### Task objective
Your task is to show every line in the listing below that includes "Gorjance".

### Records for the task
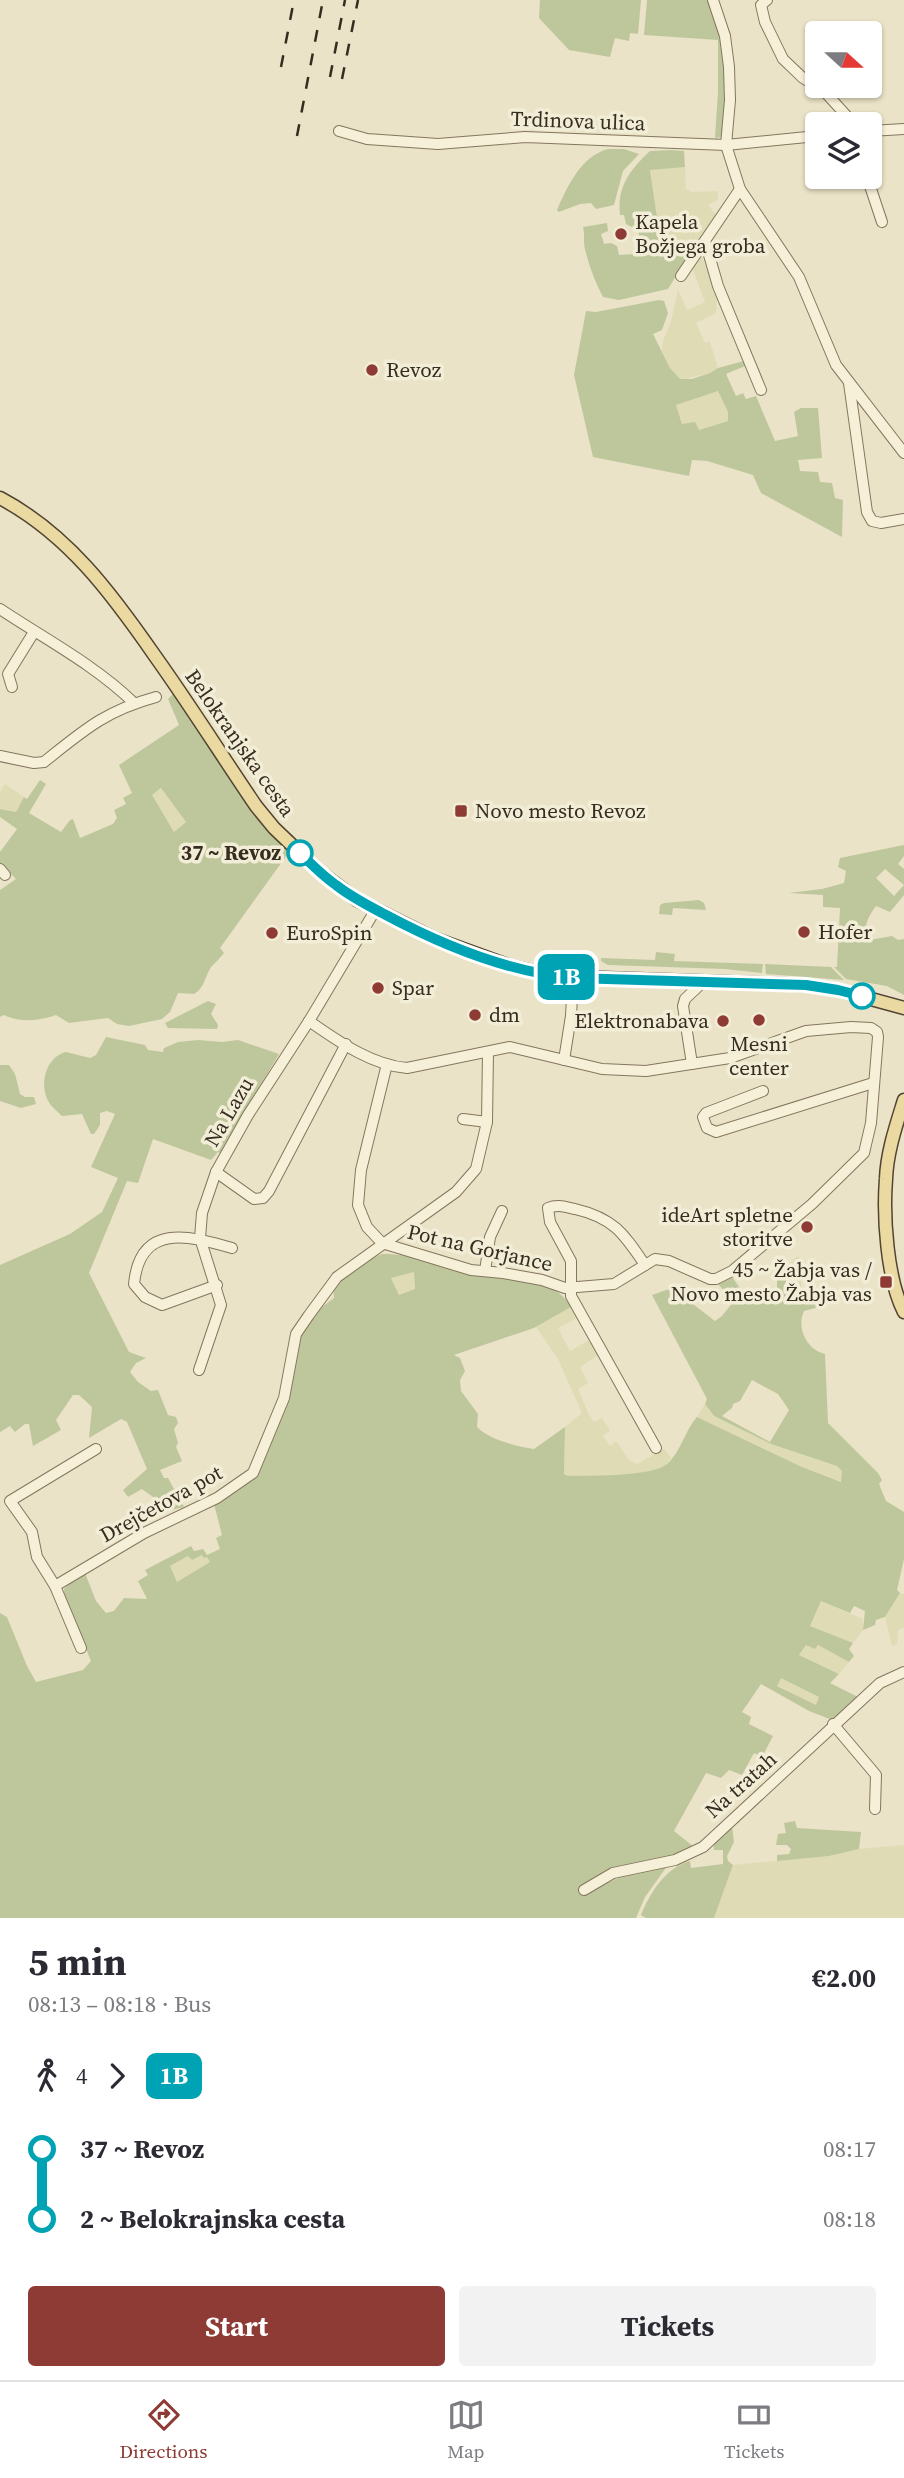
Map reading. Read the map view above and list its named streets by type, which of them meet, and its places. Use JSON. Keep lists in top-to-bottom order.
{
  "streets": {
    "main road": ["Belokranjska cesta"],
    "street": [
      "Trdinova ulica",
      "Na Lazu",
      "Pot na Gorjance",
      "Drejčetova pot",
      "Na tratah"
    ]
  },
  "crossings": [
    ["Belokranjska cesta", "Na Lazu"],
    ["Pot na Gorjance", "Drejčetova pot"]
  ],
  "places": {
    "other": [
      "Kapela Božjega groba",
      "Revoz",
      "37 ~ Revoz",
      "Hofer",
      "EuroSpin",
      "Spar",
      "dm",
      "Mesni center",
      "Elektronabava",
      "ideArt spletne storitve"
    ],
    "transit": ["Novo mesto Revoz", "45 ~ Žabja vas / Novo mesto Žabja vas"]
  },
  "lines": ["bus line 1B"],
  "north": "right",
  "page": {
    "on_map": "1B",
    "heading": ["5 min", "08:13 – 08:18 · Bus", "€2.00"],
    "legs": ["4", "1B"],
    "list": [
      {
        "name": "37 ~ Revoz",
        "value": "08:17"
      },
      {
        "name": "2 ~ Belokrajnska cesta",
        "value": "08:18"
      }
    ],
    "buttons": ["Start", "Tickets"],
    "tabs": ["Directions", "Map", "Tickets"]
  }
}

### Solution
      "Pot na Gorjance",
    ["Pot na Gorjance", "Drejčetova pot"]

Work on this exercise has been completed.